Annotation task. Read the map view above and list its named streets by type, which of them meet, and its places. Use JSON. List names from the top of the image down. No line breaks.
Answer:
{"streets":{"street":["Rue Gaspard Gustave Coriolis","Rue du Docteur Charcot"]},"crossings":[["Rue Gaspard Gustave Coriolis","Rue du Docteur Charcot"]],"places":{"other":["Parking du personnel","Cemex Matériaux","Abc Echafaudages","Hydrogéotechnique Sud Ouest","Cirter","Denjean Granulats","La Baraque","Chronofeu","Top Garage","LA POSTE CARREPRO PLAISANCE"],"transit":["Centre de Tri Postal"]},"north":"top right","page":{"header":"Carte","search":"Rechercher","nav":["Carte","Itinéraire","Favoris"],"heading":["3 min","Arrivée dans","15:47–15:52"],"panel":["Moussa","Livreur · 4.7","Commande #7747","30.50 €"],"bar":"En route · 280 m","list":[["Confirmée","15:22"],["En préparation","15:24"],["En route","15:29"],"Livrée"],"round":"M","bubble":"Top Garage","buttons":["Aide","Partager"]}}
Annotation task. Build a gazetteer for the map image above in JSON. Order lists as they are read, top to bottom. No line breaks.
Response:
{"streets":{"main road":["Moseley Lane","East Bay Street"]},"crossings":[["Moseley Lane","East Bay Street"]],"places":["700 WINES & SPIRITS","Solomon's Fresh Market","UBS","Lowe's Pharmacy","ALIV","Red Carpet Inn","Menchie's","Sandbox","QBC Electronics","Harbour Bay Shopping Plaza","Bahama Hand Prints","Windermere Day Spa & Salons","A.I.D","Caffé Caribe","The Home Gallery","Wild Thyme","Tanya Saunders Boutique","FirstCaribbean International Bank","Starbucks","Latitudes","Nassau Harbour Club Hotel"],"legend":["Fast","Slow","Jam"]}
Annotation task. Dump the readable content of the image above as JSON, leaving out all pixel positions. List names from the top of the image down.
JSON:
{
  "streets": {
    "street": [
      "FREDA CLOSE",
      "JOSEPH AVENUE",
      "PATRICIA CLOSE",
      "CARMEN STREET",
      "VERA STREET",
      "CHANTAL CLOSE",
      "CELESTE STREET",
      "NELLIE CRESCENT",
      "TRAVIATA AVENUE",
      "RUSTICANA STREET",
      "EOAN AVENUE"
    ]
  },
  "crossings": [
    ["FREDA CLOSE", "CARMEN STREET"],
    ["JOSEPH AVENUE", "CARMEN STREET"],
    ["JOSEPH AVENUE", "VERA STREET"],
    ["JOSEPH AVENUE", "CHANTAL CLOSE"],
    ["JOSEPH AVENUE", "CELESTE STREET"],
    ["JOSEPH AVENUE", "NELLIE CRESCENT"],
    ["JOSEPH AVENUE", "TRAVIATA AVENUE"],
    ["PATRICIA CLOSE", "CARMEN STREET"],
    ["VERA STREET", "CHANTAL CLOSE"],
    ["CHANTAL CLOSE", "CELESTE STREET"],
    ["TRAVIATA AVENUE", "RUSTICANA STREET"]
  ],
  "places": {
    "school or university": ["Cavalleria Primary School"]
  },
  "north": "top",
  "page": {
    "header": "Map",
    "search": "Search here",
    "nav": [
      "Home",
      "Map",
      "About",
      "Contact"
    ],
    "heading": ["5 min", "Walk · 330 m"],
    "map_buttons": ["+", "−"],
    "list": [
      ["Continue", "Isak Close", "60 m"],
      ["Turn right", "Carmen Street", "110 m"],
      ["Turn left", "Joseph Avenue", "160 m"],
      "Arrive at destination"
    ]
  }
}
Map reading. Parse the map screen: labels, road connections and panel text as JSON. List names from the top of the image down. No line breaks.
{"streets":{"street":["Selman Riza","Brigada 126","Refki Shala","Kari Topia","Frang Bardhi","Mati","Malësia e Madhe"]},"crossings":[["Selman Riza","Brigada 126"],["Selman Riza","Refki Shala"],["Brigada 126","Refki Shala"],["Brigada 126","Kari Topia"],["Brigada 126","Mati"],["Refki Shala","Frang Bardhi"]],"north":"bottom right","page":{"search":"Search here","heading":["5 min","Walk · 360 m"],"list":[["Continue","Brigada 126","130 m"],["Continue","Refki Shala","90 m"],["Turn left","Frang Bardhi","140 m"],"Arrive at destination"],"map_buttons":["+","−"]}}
- - - - -
*Task objective:* Write an exact transcription of every entry above.

*Reply to the task:*
Annotation task. Read the map view above and list its named streets by type, which of them meet, and its places. Use JSON. List names from the top of the image down. No line breaks.
Answer:
{"streets":{"street":["Rue Gaspard Gustave Coriolis","Rue du Docteur Charcot"]},"crossings":[["Rue Gaspard Gustave Coriolis","Rue du Docteur Charcot"]],"places":{"other":["Parking du personnel","Cemex Matériaux","Abc Echafaudages","Hydrogéotechnique Sud Ouest","Cirter","Denjean Granulats","La Baraque","Chronofeu","Top Garage","LA POSTE CARREPRO PLAISANCE"],"transit":["Centre de Tri Postal"]},"north":"top right","page":{"header":"Carte","search":"Rechercher","nav":["Carte","Itinéraire","Favoris"],"heading":["3 min","Arrivée dans","15:47–15:52"],"panel":["Moussa","Livreur · 4.7","Commande #7747","30.50 €"],"bar":"En route · 280 m","list":[["Confirmée","15:22"],["En préparation","15:24"],["En route","15:29"],"Livrée"],"round":"M","bubble":"Top Garage","buttons":["Aide","Partager"]}}
Annotation task. Build a gazetteer for the map image above in JSON. Order lists as they are read, top to bottom. No line breaks.
Response:
{"streets":{"main road":["Moseley Lane","East Bay Street"]},"crossings":[["Moseley Lane","East Bay Street"]],"places":["700 WINES & SPIRITS","Solomon's Fresh Market","UBS","Lowe's Pharmacy","ALIV","Red Carpet Inn","Menchie's","Sandbox","QBC Electronics","Harbour Bay Shopping Plaza","Bahama Hand Prints","Windermere Day Spa & Salons","A.I.D","Caffé Caribe","The Home Gallery","Wild Thyme","Tanya Saunders Boutique","FirstCaribbean International Bank","Starbucks","Latitudes","Nassau Harbour Club Hotel"],"legend":["Fast","Slow","Jam"]}
Annotation task. Dump the readable content of the image above as JSON, leaving out all pixel positions. List names from the top of the image down.
JSON:
{
  "streets": {
    "street": [
      "FREDA CLOSE",
      "JOSEPH AVENUE",
      "PATRICIA CLOSE",
      "CARMEN STREET",
      "VERA STREET",
      "CHANTAL CLOSE",
      "CELESTE STREET",
      "NELLIE CRESCENT",
      "TRAVIATA AVENUE",
      "RUSTICANA STREET",
      "EOAN AVENUE"
    ]
  },
  "crossings": [
    ["FREDA CLOSE", "CARMEN STREET"],
    ["JOSEPH AVENUE", "CARMEN STREET"],
    ["JOSEPH AVENUE", "VERA STREET"],
    ["JOSEPH AVENUE", "CHANTAL CLOSE"],
    ["JOSEPH AVENUE", "CELESTE STREET"],
    ["JOSEPH AVENUE", "NELLIE CRESCENT"],
    ["JOSEPH AVENUE", "TRAVIATA AVENUE"],
    ["PATRICIA CLOSE", "CARMEN STREET"],
    ["VERA STREET", "CHANTAL CLOSE"],
    ["CHANTAL CLOSE", "CELESTE STREET"],
    ["TRAVIATA AVENUE", "RUSTICANA STREET"]
  ],
  "places": {
    "school or university": ["Cavalleria Primary School"]
  },
  "north": "top",
  "page": {
    "header": "Map",
    "search": "Search here",
    "nav": [
      "Home",
      "Map",
      "About",
      "Contact"
    ],
    "heading": ["5 min", "Walk · 330 m"],
    "map_buttons": ["+", "−"],
    "list": [
      ["Continue", "Isak Close", "60 m"],
      ["Turn right", "Carmen Street", "110 m"],
      ["Turn left", "Joseph Avenue", "160 m"],
      "Arrive at destination"
    ]
  }
}
Map reading. Parse the map screen: labels, road connections and panel text as JSON. List names from the top of the image down. No line breaks.
{"streets":{"street":["Selman Riza","Brigada 126","Refki Shala","Kari Topia","Frang Bardhi","Mati","Malësia e Madhe"]},"crossings":[["Selman Riza","Brigada 126"],["Selman Riza","Refki Shala"],["Brigada 126","Refki Shala"],["Brigada 126","Kari Topia"],["Brigada 126","Mati"],["Refki Shala","Frang Bardhi"]],"north":"bottom right","page":{"search":"Search here","heading":["5 min","Walk · 360 m"],"list":[["Continue","Brigada 126","130 m"],["Continue","Refki Shala","90 m"],["Turn left","Frang Bardhi","140 m"],"Arrive at destination"],"map_buttons":["+","−"]}}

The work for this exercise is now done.